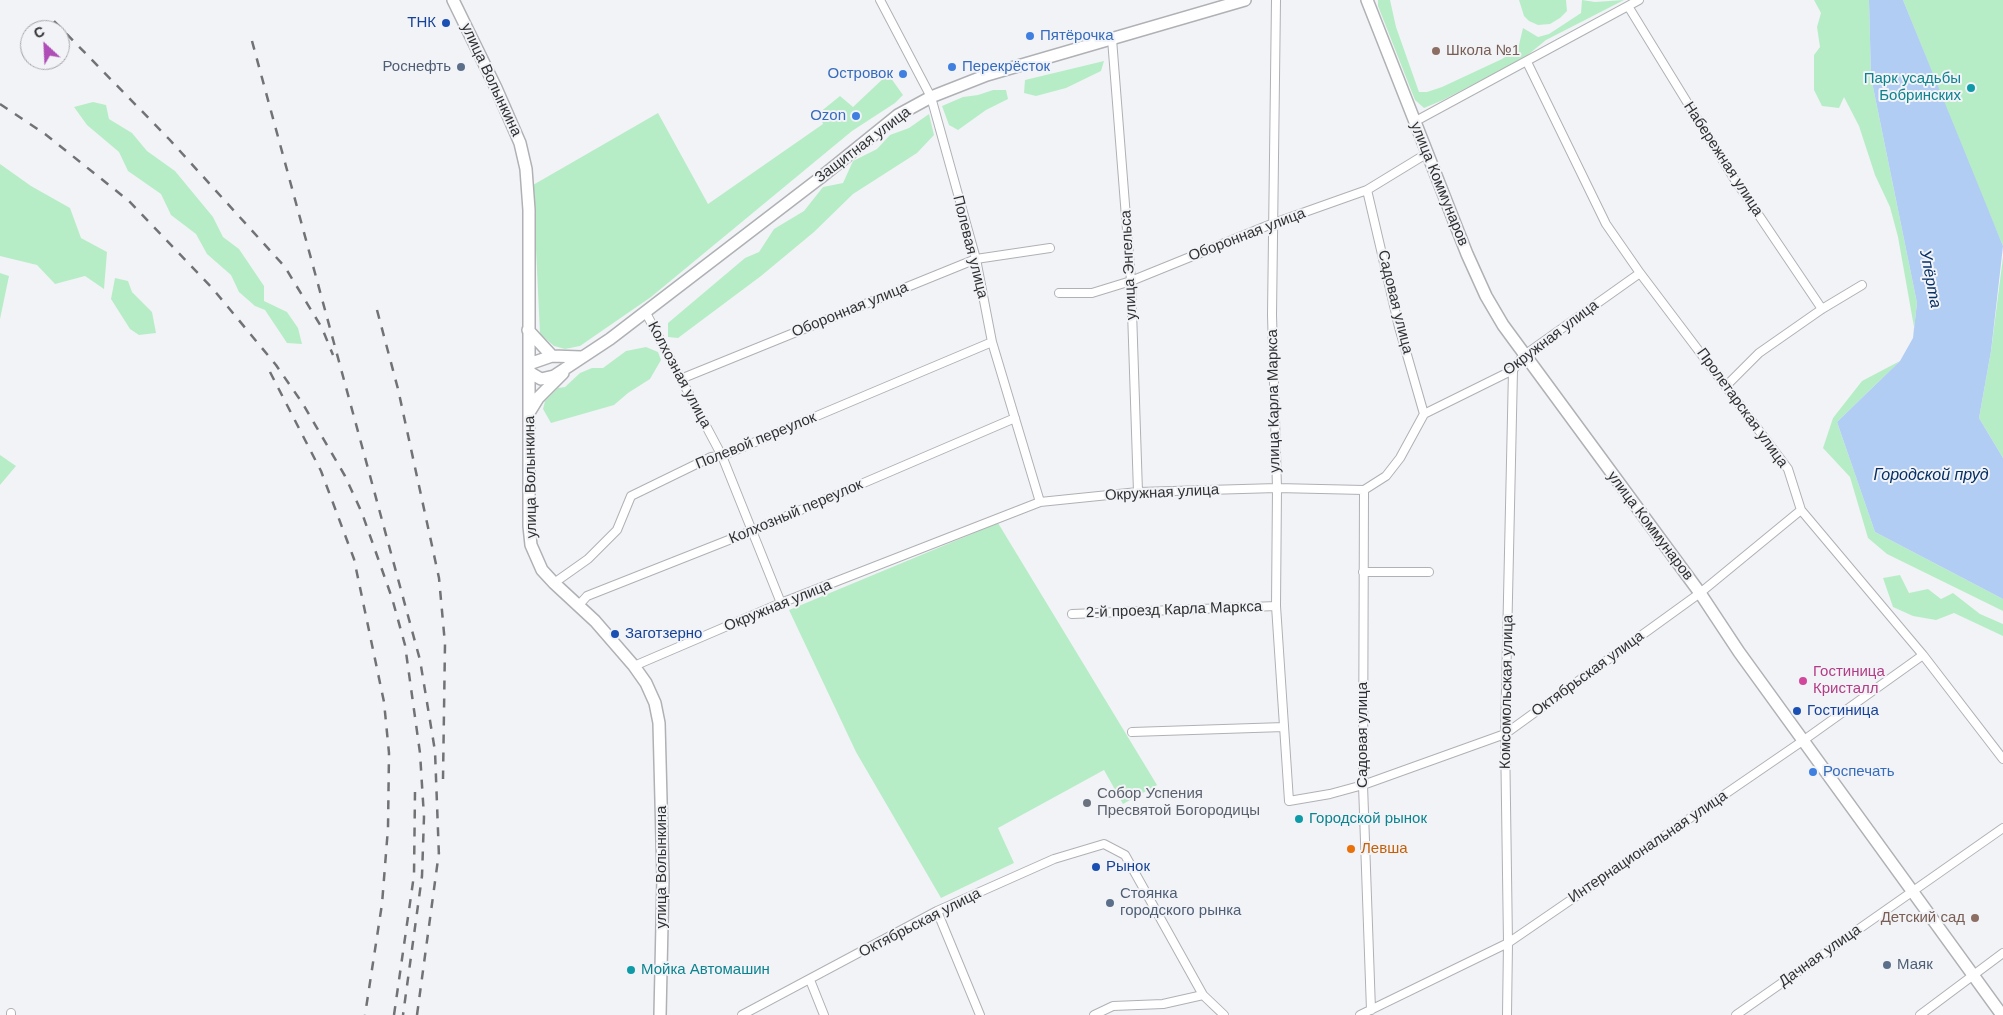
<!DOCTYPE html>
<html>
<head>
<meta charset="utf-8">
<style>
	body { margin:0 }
	#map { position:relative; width:2003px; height:1015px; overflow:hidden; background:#f2f3f7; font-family:Helvetica,sans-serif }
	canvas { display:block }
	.north { position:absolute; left:20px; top:20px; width:50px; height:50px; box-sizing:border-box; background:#f2f3f7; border:1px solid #a4a5a8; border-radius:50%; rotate:335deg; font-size:14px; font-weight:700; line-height:20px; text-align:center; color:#303132 }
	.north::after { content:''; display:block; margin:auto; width:18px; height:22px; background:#af4eb6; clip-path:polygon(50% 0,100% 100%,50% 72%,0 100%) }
</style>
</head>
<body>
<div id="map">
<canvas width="2003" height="1015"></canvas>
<div class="north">С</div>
</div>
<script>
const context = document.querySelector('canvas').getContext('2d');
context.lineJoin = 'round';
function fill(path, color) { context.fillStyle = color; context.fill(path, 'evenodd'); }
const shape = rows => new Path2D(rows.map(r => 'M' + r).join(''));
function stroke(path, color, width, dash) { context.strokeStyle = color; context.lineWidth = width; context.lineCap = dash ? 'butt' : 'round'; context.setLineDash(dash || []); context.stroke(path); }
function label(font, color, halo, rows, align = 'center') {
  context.font = font + ' Helvetica,sans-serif'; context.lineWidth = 4; context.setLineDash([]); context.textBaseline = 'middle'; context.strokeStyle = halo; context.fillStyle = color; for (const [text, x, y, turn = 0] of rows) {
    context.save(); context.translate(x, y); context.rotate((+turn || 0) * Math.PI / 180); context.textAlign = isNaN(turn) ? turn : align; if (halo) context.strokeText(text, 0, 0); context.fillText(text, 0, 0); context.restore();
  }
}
fill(shape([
	[1378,0,1390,0,1396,27,1419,92,1427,92,1442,87,1502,59,1518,49,1523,28,1538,37,1549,34,1581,13,1582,0,1595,2,1624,0,1546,40,1524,58,1443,100,1424,108,1415,100,1378,6],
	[1519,0,1566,0,1567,11,1560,18,1550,24,1538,25,1529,21,1524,16],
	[1814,0,1869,0,1871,77,1917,303,1913,338,1914,327,1898,237,1890,207,1875,175,1859,126,1844,97,1839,108,1822,106,1814,90,1814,55,1820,47,1817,27,1821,13],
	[1903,0,2003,0,2003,246,1973,175],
	[1104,61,1101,71,1066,88,1036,96,1024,93,1025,80],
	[888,74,903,95,895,103,852,131,651,297,580,346,565,349,554,346,540,334,533,185,658,113,708,204,823,124,819,113,840,96,853,107],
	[993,90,1006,90,1008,99,986,110,958,130,949,125,942,106,963,97,978,95],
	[93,102,106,105,109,119,132,133,147,151,175,171,213,217,223,237,239,249,264,286,264,301,287,312,298,328,302,344,287,343,265,310,255,306,239,292,231,275,207,254,196,234,171,215,161,194,128,171,119,152,87,125,74,107],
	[929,114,934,135,917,153,853,194,814,232,761,276,678,338,668,337,668,323,745,258,759,252,774,229,804,211,823,187,843,183,853,161,877,149,890,135,909,128],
	[0,164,31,186,70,208,81,238,107,252,104,289,85,276,55,284,37,265,0,256],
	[2003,257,2003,458,1979,418,1991,351],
	[0,273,9,276,0,319],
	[115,278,128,281,132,292,152,312,156,333,139,335,130,329,111,299],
	[646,347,658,352,661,360,650,379,628,393,614,405,551,423,543,409,545,401,558,388,565,387,580,373,592,368,603,368,626,351],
	[1900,361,1837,422,1875,532,2003,599,2003,611,1887,554,1868,538,1850,477,1823,448,1833,418,1862,381],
	[0,455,16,466,0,485],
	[998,523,1157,785,1123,804,1104,770,998,828,1014,863,941,898,856,752,789,610],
	[1900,575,1909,593,1928,589,1941,599,1953,593,1980,614,2003,624,2003,636,1954,613,1936,620,1913,616,1893,607,1883,578]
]), '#b7edc6');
fill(shape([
	[1869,0,1903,0,2003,246,1991,351,1979,418,2003,458,2003,599,1875,532,1837,422,1900,361,1913,338,1917,303,1871,77]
]), '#b1cdf3');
const street = shape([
	[880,0,931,97,976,259,992,342,1040,502],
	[1276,0,1272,315,1277,488,1276,606,1289,801,1330,794,1363,785,1505,734,1700,593,1801,510],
	[1628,6,1733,177,1822,309],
	[1112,39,1131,281,1138,492],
	[1527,62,1606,224,1640,273,1788,469,1801,510,1923,655,2003,759],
	[1414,122,1639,0],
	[1367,190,1399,327,1424,414],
	[1059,293,1092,293,1131,281,1274,223,1367,190,1426,154],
	[646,313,722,456,781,603],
	[683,378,976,259,1050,248],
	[1727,385,1759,353,1822,309,1862,285],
	[1364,490,1363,785,1371,1010],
	[1363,572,1429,572],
	[554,583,588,559,617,530,631,496,711,457,722,456,992,342],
	[578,606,587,596,754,530,1015,418],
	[1072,614,1276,606],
	[634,666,781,603,1040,502,1138,492,1277,488,1364,490,1386,476,1400,458,1424,414,1513,370,1523,356,1640,273],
	[1132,732,1284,727],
	[937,911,980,1015],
	[810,980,824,1015],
	[11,1015,11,1013],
	[742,1015,937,911,1054,859,1104,844,1125,855,1203,995,1224,1015],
	[1094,1015,1113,1006,1163,1004,1203,995],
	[1360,1015,1508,943,1804,740,1923,655],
	[1507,1015,1508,943,1505,734,1513,370],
	[1736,1015,2003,828],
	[1920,1015,2003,953]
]);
const secondary = shape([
	[453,0,496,88,520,143,526,169,529,210,529,526,531,545,542,570,554,583,595,621,634,666,646,683,655,703,659,723,663,878,660,1015],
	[1367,0,1467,254,1486,296,1503,325,1700,593,1739,652,2002,1015],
	[528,330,552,356,581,357],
	[529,364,552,356],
	[529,372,541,379,554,376,610,339,820,178,898,115,931,97,987,75,1245,0],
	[530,411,538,398,563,373]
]);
stroke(street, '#b0b1b5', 10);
stroke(secondary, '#b0b1b5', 14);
stroke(street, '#fff', 8);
stroke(secondary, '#fff', 11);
stroke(shape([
	[54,21,169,139,285,267,322,328,333,355],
	[252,41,420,660,435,751,439,857],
	[0,104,45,134,129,201,213,289,276,365,303,404,345,476,362,513,392,598,405,645,420,753,424,817,422,876,403,1015],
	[377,310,398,389,439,578,445,644,443,779],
	[270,372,321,471,354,559,384,702,389,753,388,828,382,904,365,1015],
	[394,1015,414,875,415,792],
	[417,1015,439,852]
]), '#717274', 2.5, [9, 9]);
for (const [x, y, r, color] of [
	[446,23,5,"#1a4fb4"],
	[1030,36,5,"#3f7fe0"],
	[1436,51,5,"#8d6e63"],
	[461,67,5,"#5c6f8a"],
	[952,67,5,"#3f7fe0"],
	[903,74,5,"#3f7fe0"],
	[1971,88,5,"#0f9aa8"],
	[856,116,5,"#3f7fe0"],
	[615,634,5,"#1a4fb4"],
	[1803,681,5,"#d1479c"],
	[1797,711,5,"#1a4fb4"],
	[1813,772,5,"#3f7fe0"],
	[1087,803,5,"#6b7280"],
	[1299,819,5,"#0f9aa8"],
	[1351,849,5,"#e8710a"],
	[1096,867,5,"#1a4fb4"],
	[1110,903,5,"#5c6f8a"],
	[1975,918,5,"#8d6e63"],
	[1887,965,5,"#5c6f8a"],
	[631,970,5,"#0f9aa8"]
]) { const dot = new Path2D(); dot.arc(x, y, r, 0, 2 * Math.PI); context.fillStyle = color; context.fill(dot); stroke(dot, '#f2f3f7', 2); }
label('15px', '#164399', '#f2f3f7', [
	["ТНК",436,23,"right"],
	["Заготзерно",625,634],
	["Гостиница",1807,711],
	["Рынок",1106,867]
], 'left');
label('15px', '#366cbe', '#f2f3f7', [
	["Пятёрочка",1040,36],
	["Перекрёсток",962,67],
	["Островок",893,74,"right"],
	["Ozon",846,116,"right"],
	["Роспечать",1823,772]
], 'left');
label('15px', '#785e54', '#f2f3f7', [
	["Школа №1",1446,51],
	["Детский сад",1965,918,"right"]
], 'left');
label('15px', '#4e5e75', '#f2f3f7', [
	["Роснефть",451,67,"right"],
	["Cтоянка",1120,894],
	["городского рынка",1120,911],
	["Маяк",1897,965]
], 'left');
label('15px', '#0d838f', '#f2f3f7', [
	["Парк усадьбы",1961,79,"right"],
	["Бобринских",1961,96,"right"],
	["Городской рынок",1309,819],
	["Мойка Автомашин",641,970]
], 'left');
label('15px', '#303132', '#f2f3f7', [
	["улица Волынкина",491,80,65],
	["Защитная улица",863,145,-37],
	["Набережная улица",1723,159,57],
	["улица Коммунаров",1439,184,68],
	["Оборонная улица",1247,235,-21],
	["Полевая улица",970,247,76],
	["улица Энгельса",1129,265,-93],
	["Садовая улица",1395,302,76],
	["Оборонная улица",850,310,-22],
	["Окружная улица",1551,338,-37],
	["Колхозная улица",679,375,62],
	["улица Карла Маркса",1274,401,-91],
	["Пролетарская улица",1742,408,54],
	["Полевой переулок",756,441,-22],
	["улица Волынкина",531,477,-91],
	["Окружная улица",1162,493,-3],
	["Колхозный переулок",796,512,-23],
	["улица Коммунаров",1650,526,53],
	["Окружная улица",778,606,-22],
	["2-й проезд Карла Маркса",1174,610,-2],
	["Октябрьская улица",1588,674,-36],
	["Комсомольская улица",1507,692,-89],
	["Садовая улица",1363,735,-90],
	["Интернациональная улица",1648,847,-34],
	["улица Волынкина",662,867,-90],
	["Октябрьская улица",920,923,-27],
	["Дачная улица",1820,956,-35]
]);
label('15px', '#b23c85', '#f2f3f7', [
	["Гостиница",1813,672],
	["Кристалл",1813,689]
], 'left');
label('15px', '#5b616d', '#f2f3f7', [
	["Собор Успения",1097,794],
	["Пресвятой Богородицы",1097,811]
], 'left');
label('15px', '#c56008', '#f2f3f7', [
	["Левша",1361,849]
], 'left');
label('italic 16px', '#053067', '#f2f3f7', [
	["Упёрта",1930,279,79],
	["Городской пруд",1931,476]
]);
</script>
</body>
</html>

^^^^^^^^

Extract every line above containing the word "rows".

const shape = rows => new Path2D(rows.map(r => 'M' + r).join(''));
function label(font, color, halo, rows, align = 'center') {
  context.font = font + ' Helvetica,sans-serif'; context.lineWidth = 4; context.setLineDash([]); context.textBaseline = 'middle'; context.strokeStyle = halo; context.fillStyle = color; for (const [text, x, y, turn = 0] of rows) {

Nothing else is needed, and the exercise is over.